32. What is the difference between RefreshDatabase and DatabaseTransactions?

Trait Mechanism Speed Notes
RefreshDatabase Runs migrations fresh before suite Slow (first run), fast (cached) Full isolation
DatabaseTransactions Wraps each test in a transaction, rolls back Fast Doesn't work with multiple DB connections or queue workers
No trait No cleanup Use for read-only tests
// Fastest setup for most test suites
class ExampleTest extends TestCase
{
    use RefreshDatabase; // migrations + seeders if needed

    public function test_example(): void { ... }
}

33. How do you mock external services in Laravel tests?

// Mock a service class
public function test_sends_email_on_registration(): void
{
    Mail::fake();

    $this->postJson('/api/register', [
        'name'     => 'Alice',
        'email'    => 'alice@example.com',
        'password' => 'secret123',
    ])->assertCreated();

    Mail::assertSent(WelcomeMail::class, fn ($mail) =>
        $mail->hasTo('alice@example.com')
    );
}

// Queue fake
Queue::fake();
dispatch(new ProcessOrder($order));
Queue::assertPushed(ProcessOrder::class);

// HTTP client fake
Http::fake([
    'stripe.com/*' => Http::response(['id' => 'ch_123'], 200),
    'sms.api.com/*' => Http::sequence()->push(['status' => 'sent']),
]);

Performance & Caching

34. How do you cache in Laravel?

// Store for 1 hour
Cache::put('users.count', User::count(), 3600);

// Retrieve with default
$count = Cache::get('users.count', 0);

// Remember pattern — most common
$users = Cache::remember('all.users', 3600, fn () => User::all());

// Forever
Cache::forever('settings', Settings::all());

// Remove
Cache::forget('users.count');
Cache::flush();

// Tags (Redis/Memcached only)
Cache::tags(['users', 'admins'])->remember('admin-list', 3600, fn () =>
    User::where('role', 'admin')->get()
);
Cache::tags(['users'])->flush(); // invalidate all user caches

Drivers: file (default), redis, memcached, dynamodb, database, array (test).


35. How do you prevent N+1 queries?

// Detect in dev — add to AppServiceProvider::boot()
Model::preventLazyLoading(! app()->isProduction());

// Fix: eager load relationships
$posts = Post::with(['author', 'comments.author'])->get();

// Load after retrieval
$posts->load('comments');
$posts->loadCount('comments');
$posts->loadMissing('author'); // only if not already loaded

// Subquery selects for aggregates
$users = User::addSelect([
    'latest_post_title' => Post::select('title')
        ->whereColumn('user_id', 'users.id')
        ->latest()
        ->limit(1),
])->get();

Security

36. How does Laravel prevent SQL injection?

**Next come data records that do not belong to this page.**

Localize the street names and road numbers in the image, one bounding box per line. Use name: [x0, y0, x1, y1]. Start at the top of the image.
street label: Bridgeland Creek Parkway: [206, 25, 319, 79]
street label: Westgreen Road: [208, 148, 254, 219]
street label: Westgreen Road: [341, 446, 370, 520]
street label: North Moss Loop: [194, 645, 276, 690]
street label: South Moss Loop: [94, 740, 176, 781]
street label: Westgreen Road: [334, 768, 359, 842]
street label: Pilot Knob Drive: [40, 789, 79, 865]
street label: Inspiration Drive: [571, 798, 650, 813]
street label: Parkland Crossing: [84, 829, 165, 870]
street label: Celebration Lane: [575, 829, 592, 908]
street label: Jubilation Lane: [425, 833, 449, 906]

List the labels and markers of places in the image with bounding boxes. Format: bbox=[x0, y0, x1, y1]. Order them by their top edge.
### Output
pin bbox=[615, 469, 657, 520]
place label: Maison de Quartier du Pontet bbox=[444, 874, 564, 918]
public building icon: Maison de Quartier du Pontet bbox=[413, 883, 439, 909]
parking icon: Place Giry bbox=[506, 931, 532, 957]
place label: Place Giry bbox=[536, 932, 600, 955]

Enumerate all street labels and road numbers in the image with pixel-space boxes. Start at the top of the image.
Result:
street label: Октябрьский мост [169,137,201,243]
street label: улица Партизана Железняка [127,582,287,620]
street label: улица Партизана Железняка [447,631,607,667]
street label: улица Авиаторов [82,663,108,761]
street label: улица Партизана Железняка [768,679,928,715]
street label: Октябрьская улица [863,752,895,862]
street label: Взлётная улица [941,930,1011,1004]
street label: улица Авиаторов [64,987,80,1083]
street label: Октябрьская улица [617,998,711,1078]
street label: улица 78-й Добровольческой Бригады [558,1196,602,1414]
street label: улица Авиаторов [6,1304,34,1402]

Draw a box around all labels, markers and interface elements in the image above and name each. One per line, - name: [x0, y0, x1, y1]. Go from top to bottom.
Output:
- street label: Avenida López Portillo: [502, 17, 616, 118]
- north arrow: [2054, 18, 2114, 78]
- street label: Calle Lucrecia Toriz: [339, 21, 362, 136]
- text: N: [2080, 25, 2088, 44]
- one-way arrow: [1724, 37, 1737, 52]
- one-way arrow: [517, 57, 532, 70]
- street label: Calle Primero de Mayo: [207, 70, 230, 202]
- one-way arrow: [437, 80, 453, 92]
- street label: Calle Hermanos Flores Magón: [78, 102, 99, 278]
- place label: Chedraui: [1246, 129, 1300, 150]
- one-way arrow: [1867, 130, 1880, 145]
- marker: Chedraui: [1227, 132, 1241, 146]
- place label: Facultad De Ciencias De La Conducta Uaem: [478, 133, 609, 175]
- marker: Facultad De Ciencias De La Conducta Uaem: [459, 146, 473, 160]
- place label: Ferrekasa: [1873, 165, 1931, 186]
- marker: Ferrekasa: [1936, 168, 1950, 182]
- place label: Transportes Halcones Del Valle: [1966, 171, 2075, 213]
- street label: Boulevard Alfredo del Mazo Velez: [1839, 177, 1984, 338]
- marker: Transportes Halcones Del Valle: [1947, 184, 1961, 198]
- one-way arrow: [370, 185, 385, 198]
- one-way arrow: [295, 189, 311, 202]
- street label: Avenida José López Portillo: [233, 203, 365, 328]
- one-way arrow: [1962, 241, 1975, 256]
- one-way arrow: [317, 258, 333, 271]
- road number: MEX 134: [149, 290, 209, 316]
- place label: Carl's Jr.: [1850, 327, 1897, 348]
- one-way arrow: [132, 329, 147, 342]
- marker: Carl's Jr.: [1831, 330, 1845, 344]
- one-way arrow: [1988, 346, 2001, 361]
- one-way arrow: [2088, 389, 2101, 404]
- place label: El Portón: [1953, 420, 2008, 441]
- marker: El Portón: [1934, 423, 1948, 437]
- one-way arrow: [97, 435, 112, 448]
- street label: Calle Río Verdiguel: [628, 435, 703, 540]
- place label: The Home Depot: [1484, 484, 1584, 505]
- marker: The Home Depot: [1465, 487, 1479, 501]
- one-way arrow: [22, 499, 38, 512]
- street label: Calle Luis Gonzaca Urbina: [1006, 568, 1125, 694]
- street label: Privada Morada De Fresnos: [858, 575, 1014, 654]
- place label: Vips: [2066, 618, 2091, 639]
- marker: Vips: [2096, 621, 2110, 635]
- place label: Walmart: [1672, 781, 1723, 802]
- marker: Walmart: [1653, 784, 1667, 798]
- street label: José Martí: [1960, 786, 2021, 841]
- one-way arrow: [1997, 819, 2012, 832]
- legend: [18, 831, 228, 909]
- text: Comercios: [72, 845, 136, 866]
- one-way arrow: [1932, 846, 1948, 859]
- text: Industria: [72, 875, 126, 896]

Laravel uses PDO parameter binding for all query builder and Eloquent calls.

// Safe — parameter bound
User::where('email', $request->email)->first();
DB::table('users')->where('email', '=', $request->email)->first();

// Raw expression — SAFE — value is still bound
User::whereRaw('email = ?', [$request->email])->first();

// Dangerous — never concatenate user input
DB::statement("SELECT * FROM users WHERE email = '" . $email . "'"); // NEVER DO THIS

37. How does Laravel protect against CSRF?

Laravel generates a CSRF token per session and validates it on POST, PUT, PATCH, DELETE requests.

<!-- Include token in forms -->
<form method="POST">
    @csrf
    ...
</form>
// Exclude certain routes in VerifyCsrfToken middleware
protected $except = [
    'stripe/*',
    'api/*', // APIs typically use token auth instead
];

For SPAs: Sanctum's /sanctum/csrf-cookie endpoint sets the XSRF-TOKEN cookie, which Axios/fetch sends back as the X-XSRF-TOKEN header.


38. What is mass assignment and how is it prevented?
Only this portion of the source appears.